# LaVie: High-Quality Video Generation with Cascaded Latent Diffusion Models
This repository is the official PyTorch implementation of [LaVie](https://arxiv.org/abs/2309.15103).
**LaVie** is a Text-to-Video (T2V) generation framework, and main part of video generation system [Vchitect](http://vchitect.intern-ai.org.cn/). You can also check our fine-tuned Image-to-Video (I2V) model [SEINE](https://github.com/Vchitect/SEINE).
[![arXiv](https://img.shields.io/badge/arXiv-2309.15103-b31b1b.svg)](https://arxiv.org/abs/2309.15103)

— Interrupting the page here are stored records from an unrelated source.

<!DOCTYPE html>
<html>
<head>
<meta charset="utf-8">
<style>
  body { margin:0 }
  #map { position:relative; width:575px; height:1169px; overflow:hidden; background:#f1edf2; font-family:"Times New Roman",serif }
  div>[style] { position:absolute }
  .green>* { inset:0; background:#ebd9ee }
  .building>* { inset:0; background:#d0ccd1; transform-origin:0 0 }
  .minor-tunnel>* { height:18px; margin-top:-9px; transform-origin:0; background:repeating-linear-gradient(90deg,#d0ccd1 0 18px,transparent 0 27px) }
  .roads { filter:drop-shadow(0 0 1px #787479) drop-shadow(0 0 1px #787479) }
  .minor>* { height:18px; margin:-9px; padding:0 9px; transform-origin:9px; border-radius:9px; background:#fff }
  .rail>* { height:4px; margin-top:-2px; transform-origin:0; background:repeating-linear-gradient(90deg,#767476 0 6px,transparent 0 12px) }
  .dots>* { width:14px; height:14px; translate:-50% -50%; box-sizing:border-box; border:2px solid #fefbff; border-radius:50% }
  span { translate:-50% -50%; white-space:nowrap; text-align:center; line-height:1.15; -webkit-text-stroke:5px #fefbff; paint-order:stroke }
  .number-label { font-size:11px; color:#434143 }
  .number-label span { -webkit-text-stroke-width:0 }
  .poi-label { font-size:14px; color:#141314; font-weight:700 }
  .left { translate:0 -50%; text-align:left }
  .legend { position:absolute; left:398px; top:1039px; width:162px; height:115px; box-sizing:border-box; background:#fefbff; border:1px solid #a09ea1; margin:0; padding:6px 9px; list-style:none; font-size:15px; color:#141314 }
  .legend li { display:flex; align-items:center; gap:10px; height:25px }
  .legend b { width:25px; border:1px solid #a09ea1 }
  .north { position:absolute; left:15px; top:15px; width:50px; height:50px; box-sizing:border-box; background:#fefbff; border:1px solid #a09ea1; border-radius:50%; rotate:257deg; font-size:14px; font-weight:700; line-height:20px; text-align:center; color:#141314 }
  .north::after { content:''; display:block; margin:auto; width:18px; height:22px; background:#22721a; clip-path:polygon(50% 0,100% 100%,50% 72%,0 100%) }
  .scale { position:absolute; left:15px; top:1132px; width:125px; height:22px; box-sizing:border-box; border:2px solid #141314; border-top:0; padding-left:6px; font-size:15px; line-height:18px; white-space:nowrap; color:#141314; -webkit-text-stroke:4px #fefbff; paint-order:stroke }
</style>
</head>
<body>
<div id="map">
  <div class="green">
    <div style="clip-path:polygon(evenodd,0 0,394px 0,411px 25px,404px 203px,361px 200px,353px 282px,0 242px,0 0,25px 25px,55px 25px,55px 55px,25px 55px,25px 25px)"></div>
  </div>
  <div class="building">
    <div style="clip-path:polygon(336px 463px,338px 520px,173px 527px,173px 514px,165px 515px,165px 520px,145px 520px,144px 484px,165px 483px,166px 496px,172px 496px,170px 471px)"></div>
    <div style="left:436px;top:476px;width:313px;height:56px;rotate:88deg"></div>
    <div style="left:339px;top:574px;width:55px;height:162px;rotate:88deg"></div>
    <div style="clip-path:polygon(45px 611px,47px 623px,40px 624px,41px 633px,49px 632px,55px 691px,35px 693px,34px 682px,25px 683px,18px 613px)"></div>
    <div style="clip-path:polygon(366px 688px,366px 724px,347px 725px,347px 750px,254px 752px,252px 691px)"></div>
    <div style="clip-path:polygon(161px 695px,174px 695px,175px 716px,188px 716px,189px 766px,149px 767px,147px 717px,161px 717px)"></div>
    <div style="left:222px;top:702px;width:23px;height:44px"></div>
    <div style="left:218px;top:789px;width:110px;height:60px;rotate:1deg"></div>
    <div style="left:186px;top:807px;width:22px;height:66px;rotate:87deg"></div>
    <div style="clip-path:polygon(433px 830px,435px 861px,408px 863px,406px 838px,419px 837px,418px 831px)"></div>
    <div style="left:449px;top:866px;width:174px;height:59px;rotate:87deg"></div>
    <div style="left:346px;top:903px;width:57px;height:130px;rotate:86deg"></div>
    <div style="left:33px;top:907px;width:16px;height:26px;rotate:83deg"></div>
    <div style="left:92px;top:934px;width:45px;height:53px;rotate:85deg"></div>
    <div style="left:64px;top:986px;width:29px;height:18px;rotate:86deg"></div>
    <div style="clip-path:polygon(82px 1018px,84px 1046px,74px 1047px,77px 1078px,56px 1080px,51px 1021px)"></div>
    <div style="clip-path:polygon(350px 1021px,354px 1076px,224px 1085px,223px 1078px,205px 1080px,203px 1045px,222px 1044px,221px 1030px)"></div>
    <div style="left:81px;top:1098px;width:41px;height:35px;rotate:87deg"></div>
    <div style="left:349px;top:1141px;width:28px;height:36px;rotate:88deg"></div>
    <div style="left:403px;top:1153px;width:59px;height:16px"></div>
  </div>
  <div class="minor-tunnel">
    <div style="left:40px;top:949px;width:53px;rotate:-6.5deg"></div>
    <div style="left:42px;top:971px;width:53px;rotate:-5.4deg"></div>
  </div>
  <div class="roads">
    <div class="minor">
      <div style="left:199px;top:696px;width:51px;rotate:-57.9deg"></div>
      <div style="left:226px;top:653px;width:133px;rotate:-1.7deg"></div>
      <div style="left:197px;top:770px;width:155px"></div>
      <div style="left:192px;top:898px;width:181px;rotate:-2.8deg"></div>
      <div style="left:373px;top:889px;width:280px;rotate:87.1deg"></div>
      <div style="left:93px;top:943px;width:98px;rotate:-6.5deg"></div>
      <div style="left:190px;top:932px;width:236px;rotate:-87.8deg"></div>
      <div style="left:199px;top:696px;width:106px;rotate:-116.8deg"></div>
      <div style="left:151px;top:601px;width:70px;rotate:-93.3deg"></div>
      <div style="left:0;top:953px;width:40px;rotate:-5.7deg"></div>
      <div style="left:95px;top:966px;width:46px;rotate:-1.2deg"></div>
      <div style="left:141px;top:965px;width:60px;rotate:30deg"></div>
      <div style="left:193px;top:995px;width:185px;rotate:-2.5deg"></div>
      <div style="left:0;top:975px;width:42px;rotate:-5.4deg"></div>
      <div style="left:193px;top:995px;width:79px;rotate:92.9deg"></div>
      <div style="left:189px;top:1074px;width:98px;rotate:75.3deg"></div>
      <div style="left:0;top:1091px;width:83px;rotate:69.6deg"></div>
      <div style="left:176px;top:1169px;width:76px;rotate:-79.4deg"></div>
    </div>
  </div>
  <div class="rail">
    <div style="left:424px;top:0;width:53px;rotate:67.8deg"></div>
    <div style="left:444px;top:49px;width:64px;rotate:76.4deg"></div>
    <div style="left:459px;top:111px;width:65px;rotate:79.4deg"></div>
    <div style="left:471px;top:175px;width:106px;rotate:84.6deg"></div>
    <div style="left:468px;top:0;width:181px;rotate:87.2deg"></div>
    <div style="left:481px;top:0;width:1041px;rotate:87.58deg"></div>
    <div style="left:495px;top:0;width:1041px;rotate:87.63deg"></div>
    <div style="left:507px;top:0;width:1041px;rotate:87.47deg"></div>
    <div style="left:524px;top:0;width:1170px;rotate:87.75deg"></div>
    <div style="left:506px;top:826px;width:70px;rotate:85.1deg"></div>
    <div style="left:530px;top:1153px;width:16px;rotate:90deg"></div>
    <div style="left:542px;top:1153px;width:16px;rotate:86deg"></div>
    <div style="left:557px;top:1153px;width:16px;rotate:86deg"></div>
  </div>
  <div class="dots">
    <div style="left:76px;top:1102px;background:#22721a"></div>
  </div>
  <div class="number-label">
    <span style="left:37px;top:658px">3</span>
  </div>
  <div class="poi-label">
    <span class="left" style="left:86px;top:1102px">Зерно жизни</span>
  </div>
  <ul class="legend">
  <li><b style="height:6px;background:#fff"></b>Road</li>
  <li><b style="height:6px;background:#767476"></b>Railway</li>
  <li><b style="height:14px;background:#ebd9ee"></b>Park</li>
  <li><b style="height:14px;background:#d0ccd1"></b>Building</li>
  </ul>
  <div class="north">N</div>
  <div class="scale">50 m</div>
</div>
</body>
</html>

[![Project Page](https://img.shields.io/badge/Project-Website-green)](https://vchitect.github.io/LaVie-project/)
[![Replicate](https://replicate.com/cjwbw/lavie/badge)](https://replicate.com/cjwbw/lavie)
[![Hugging Face Spaces](https://img.shields.io/badge/%F0%9F%A4%97%20Hugging%20Face-Spaces-yellow)](https://huggingface.co/spaces/Vchitect/LaVie)
[![Open in OpenXLab](https://cdn-static.openxlab.org.cn/app-center/openxlab_app.svg)](https://openxlab.org.cn/apps/detail/houshaowei/LaVie)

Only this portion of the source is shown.